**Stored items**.
----------
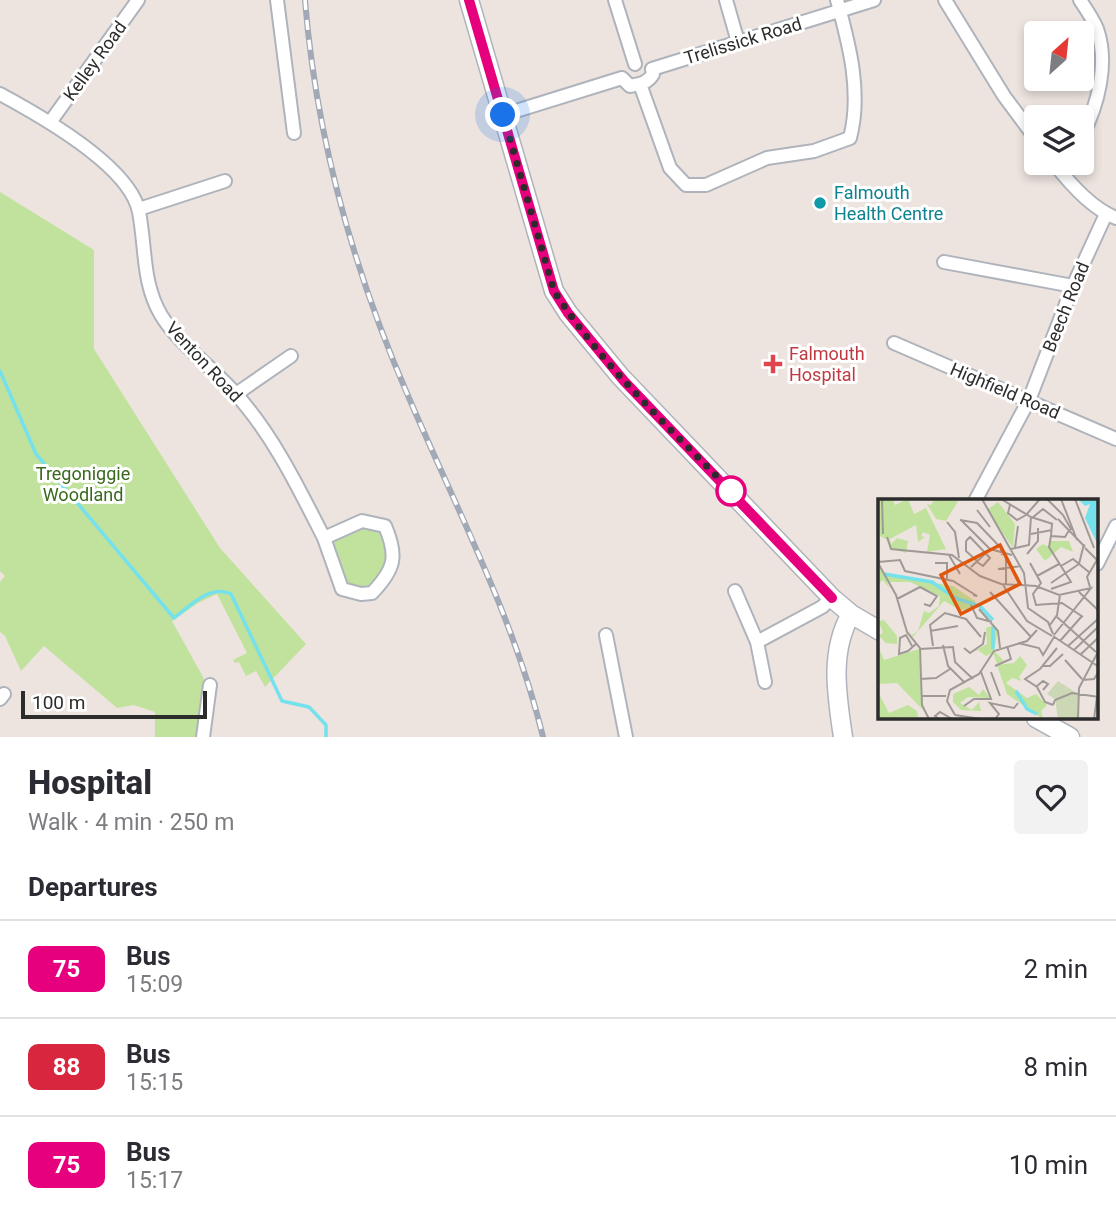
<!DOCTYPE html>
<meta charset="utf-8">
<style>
body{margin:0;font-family:Roboto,sans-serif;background:#f2f2f3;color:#2b2b33;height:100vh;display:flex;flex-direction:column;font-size:26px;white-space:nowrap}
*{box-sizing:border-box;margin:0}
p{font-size:23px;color:#7c7c81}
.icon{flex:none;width:38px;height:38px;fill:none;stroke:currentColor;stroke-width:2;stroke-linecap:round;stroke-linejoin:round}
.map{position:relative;height:737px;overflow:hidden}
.panel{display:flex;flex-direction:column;background:#fff;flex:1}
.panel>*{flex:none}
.badge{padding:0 14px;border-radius:10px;font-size:24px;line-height:46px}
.needle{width:46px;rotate:27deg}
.buttons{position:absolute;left:1024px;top:21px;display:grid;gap:14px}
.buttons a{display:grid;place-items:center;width:70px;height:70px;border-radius:7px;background:#fff;box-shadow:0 4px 10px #0003;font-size:35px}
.scale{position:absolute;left:21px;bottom:18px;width:186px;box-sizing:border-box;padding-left:7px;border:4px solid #2c2c2c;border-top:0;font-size:19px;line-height:24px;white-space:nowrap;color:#2c2c2c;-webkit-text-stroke:5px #fff;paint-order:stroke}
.you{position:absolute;width:35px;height:35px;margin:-18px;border:5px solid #fff;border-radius:50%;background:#1a73e8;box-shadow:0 0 0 10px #1a73e833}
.map>.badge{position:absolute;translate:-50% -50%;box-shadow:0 0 0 4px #fff}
h2{padding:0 28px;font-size:26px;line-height:63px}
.round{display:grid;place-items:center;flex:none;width:74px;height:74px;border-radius:7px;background:#f2f2f3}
.summary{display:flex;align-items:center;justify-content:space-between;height:119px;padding:0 28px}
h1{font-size:33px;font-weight:800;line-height:52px}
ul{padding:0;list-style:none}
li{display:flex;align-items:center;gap:21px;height:98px;padding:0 28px;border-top:2px solid #e1e1e2}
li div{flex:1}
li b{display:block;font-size:26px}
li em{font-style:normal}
li .badge{min-width:77px;font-weight:700;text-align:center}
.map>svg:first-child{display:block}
</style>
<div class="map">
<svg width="1116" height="737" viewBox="0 0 1116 737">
<rect width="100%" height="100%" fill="#ede4df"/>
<path fill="#c0e29c" d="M 0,192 L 94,250 L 94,349 L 220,548 L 306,644 L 265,687 L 256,671 L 246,676 L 239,662 L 235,663 L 233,660 L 247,653 L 217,594 L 198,603 L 172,621 L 208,686 L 202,737 L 155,737 L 155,712 L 134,705 L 117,708 L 44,646 L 21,671 L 5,636 L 0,632 L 0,582 L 5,576 L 0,571 Z
M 364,526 L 381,531 C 394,560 385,565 368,589 L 345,586 L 331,542 Z"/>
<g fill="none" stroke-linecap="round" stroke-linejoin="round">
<path stroke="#74e1ed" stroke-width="3.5" d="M 0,371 L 36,454 L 174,618 C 190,606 210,584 231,594 L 282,701 L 309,707 L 326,725 L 326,737"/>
<g stroke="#afb4bc" stroke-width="16">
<path id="street" d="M 277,0 L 294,133
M 615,0 L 635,64
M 726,0 L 738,42
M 945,0 L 1004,96 L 1036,139
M 1080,0 C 1086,9 1093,19 1097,29 C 1109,63 1098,105 1082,136
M 652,69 L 874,0
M 622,78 L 630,86 C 640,84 648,83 653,74 L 652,69
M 640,84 L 670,168 L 686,185 L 706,185 L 767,158 L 814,151 L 850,138 C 862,92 849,44 837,0
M 0,94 C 39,115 130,166 139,212 C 146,248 142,283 161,315 C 177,342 213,368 235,393 C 273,435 298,487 324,538 L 362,521 L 385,526 C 398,556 395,569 372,593 L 361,594 L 342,589 L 324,538
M 503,115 L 622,78
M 51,121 L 138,0
M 1054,163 C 1070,184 1091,208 1116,218
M 139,209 L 225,181
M 944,262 L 1073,286
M 894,343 L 1116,439
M 236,394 L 291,356
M 975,501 L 1029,400 L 1073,286 L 1106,214
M 1097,564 L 1116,526
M 735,591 L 757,642
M 606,635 L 626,737
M 765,682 L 757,642 L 822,607 L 832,598
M 0,699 L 4,694
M 203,737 L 210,685"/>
</g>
<g stroke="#afb4bc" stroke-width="21">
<path id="secondary" d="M 469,0 L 554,291 L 568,313 L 620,376 L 832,598 L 851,614 L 880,631
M 1036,718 L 1070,737
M 843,737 C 837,696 829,652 851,614"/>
</g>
<use href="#street" stroke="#fff" stroke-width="12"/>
<use href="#secondary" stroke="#fff" stroke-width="18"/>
<g stroke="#a1a8b6" stroke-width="6">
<path id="rail" d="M 305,0 C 316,137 354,272 409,398 C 457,510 514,618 543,737"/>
</g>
<use href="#rail" stroke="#fff" stroke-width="3.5" stroke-dasharray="10" stroke-linecap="butt"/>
</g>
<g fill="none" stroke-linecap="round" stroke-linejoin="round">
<g stroke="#fff" stroke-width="16">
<path id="line" d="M 469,0 L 554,291 L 568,313 L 624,381 L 832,598"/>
</g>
<use href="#line" stroke="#e6007e" stroke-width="10"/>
<path stroke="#2c2c2c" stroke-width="7" stroke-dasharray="0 12.6" d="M 503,115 L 554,291 C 603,367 672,430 735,495 L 731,491"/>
</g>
<circle fill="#0f9aa8" stroke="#fff" stroke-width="2.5" cx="820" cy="203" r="7"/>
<path fill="#e0444e" stroke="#fff" stroke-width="2.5" d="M769.5 353.5h7v7h7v7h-7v7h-7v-7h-7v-7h7z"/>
<circle fill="#fff" stroke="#e6007e" stroke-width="3.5" cx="731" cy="491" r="14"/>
<g text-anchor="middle" stroke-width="6" stroke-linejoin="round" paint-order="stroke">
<g font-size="18" fill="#2c2c2c" stroke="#fff">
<text transform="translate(743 41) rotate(-17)" y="6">Trelissick Road</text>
<text transform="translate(95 61) rotate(-54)" y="6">Kelley Road</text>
<text transform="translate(1066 307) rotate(-68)" y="6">Beech Road</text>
<text transform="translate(204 362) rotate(47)" y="6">Venton Road</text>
<text transform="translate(1005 391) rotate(23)" y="6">Highfield Road</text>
</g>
<g font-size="18" fill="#0d838f" stroke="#fff" text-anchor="start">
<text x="834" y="199">Falmouth<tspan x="834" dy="21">Health Centre</tspan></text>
</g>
<g font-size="18" fill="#be3a42" stroke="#fff" text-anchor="start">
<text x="789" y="360">Falmouth<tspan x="789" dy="21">Hospital</tspan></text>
</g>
<g font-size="18" fill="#39691c" stroke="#fff">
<text x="83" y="480">Tregoniggie<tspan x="83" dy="21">Woodland</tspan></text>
</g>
</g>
<g transform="translate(878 499)">
<rect width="220" height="220" fill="#ede4df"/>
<path d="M 0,0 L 15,0 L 17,6 L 30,0 L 36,15 L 48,9 L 68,50 L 49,53 L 52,36 L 45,33 L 43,37 L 47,38 L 40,43 L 38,26 L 12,40 L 13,45 L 19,39 L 30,42 L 28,54 L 12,49 L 10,41 L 2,37 ZM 57,0 L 80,2 L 68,22 L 58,20 L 49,5 L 53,6 ZM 120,3 L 137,25 L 135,49 L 109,11 ZM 172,37 L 171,42 L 191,42 L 195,53 L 183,48 L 167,62 L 158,50 L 165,45 L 171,48 ZM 0,57 L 5,75 L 75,87 L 97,102 L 94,110 L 82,111 L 66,102 L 35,138 L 29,129 L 34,136 L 40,132 L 46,112 L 51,114 L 61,107 L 62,97 L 32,83 L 9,83 L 12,90 L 5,81 L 0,85 ZM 6,121 L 19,137 L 19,145 L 8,144 L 1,137 L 5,133 L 0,122 ZM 116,126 L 120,132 L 116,152 L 126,162 L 119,165 L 115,153 L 108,157 L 100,151 L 93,154 L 109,145 L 108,129 ZM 0,147 L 6,161 L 41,150 L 45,211 L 19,184 L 0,185 ZM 142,157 L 149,166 L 141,178 L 144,182 L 134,179 L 128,184 L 149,199 L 158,195 L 169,206 L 163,212 L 165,220 L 129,195 L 119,166 L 136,164 ZM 91,188 L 101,196 L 105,190 L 112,199 L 90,198 L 82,204 L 94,211 L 101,203 L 103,212 L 83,211 L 75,203 L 75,195 ZM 0,193 L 11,214 L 30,206 L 39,212 L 40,218 L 0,220 Z" fill="#c0e29c"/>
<path d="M 180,182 L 200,195 L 201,220 L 180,220 L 177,200 L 169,195 Z" fill="#ccd7b6"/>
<path d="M 200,0 L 220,0 L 220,46 L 207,19 L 212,5 L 207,7 Z" fill="#74e1ed"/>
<path fill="none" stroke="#74e1ed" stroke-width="3.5" d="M 6,75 L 54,83 L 77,99 L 102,107 L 115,121M 115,150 L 115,128M 138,192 L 149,210 L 159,215"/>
<path fill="none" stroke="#a09a97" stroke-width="2" d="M 4,0 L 5,35M 104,0 L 146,74 L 150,109 L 170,123 L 175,135M 123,0 L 153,18 L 175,25M 169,0 L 185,16 L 193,30 L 190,33M 183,0 L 199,41M 197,0 L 216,49M 132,6 L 130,14 L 139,21 L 148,16M 99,11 L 112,28M 148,16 L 162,0M 154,19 L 165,10 L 179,21M 180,20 L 207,48M 82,21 L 99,24 L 123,49 L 124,56M 83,21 L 112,50 L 134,56M 69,23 L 77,33 L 81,59M 174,25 L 173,37 L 187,38 L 190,33M 153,35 L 174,31M 173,37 L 171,48 L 193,83 L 173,90M 9,38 L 13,50 L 74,56 L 102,77 L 123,85 L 158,87 L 181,96 L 213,89 L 176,136M 88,42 L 92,38 L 112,59 L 105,67 L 99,63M 88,42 L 88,52 L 99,62M 137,49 L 140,27M 207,49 L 219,61 L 209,78 L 212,88M 133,50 L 151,46 L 153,18M 149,55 L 160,42 L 160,29M 71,56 L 82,75M 128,58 L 128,86M 0,63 L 22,61 L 27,72 L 75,82 L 99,97 L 95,96M 0,64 L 18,96 L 29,133 L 42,149 L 44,206 L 51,220M 57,64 L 69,64 L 69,81M 152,64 L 163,84 L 155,95 L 158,106 L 184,104 L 205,118M 183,67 L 195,60 L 212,74M 93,68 L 109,53M 120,70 L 143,67M 159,77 L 181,65M 173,84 L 201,65 L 206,45M 125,86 L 149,122 L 174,137M 112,93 L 153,138M 201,93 L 221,112M 19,100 L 42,88 L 59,97 L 52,107 L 46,105M 93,106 L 99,119 L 114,123M 101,110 L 120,132 L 122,149M 179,118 L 218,153M 172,126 L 179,116 L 182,96M 52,132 L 80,127M 175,137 L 221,168M 182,142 L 204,117M 140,144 L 161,149 L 165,156 L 176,138M 65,146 L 70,167 L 87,184M 34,147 L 28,136 L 22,139 L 21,155 L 30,152 L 39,144M 55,147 L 52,126 L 67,114 L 88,120 L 103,138M 190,147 L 221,119M 86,149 L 92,154 L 105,145 L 107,133M 42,150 L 75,148 L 77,163 L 95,180M 196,151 L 221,127M 202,156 L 221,138M 187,161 L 204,180M 117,167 L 133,160 L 129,147M 164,167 L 172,167 L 185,155M 113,173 L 122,197M 42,180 L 58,179 L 72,170M 204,181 L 216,180 L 221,172M 159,187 L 165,182 L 170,185 L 165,191M 43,197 L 68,197M 175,206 L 167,203 L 159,188 L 147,180 L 162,170 L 179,149M 175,206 L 177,201 L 194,194 L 221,198M 86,207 L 96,200 L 113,200 L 103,173M 77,216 L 69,202 L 72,191 L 101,175 L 116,152 L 149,142 L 159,131M 77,216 L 103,220M 61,220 L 57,217 L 62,213 L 74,220M 117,220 L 121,215 L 112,204 L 136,209 L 140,204M 200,220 L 201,189 L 221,151M 216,220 L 219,198"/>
<path fill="#df570e" fill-opacity="0.15" stroke="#df570e" stroke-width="3.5" d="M 122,46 L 142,85 L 83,115 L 63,76 Z"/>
<rect width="220" height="220" fill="none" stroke="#2c2c2c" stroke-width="3.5"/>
</g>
</svg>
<div class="buttons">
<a><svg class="needle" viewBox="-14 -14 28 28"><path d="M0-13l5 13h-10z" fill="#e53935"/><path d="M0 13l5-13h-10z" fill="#7c7c81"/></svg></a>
<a><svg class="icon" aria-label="layers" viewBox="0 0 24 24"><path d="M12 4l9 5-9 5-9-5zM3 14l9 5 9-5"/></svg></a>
</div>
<div class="scale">100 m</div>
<div class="you" style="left:503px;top:115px"></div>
</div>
<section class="panel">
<div class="summary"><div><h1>Hospital</h1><p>Walk · 4 min · 250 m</p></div><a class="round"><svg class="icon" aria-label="heart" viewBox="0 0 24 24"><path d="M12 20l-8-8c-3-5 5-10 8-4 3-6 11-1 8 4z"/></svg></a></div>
<h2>Departures</h2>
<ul>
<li><span class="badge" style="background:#e6007e;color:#fff">75</span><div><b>Bus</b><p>15:09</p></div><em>2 min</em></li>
<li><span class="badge" style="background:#d7263d;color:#fff">88</span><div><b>Bus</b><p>15:15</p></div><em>8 min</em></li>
<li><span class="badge" style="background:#e6007e;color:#fff">75</span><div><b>Bus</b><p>15:17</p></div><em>10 min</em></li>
</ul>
</section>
----------
In the data, how many lines hold the word "buttons"? State that number alone.

**Response to the task**.
3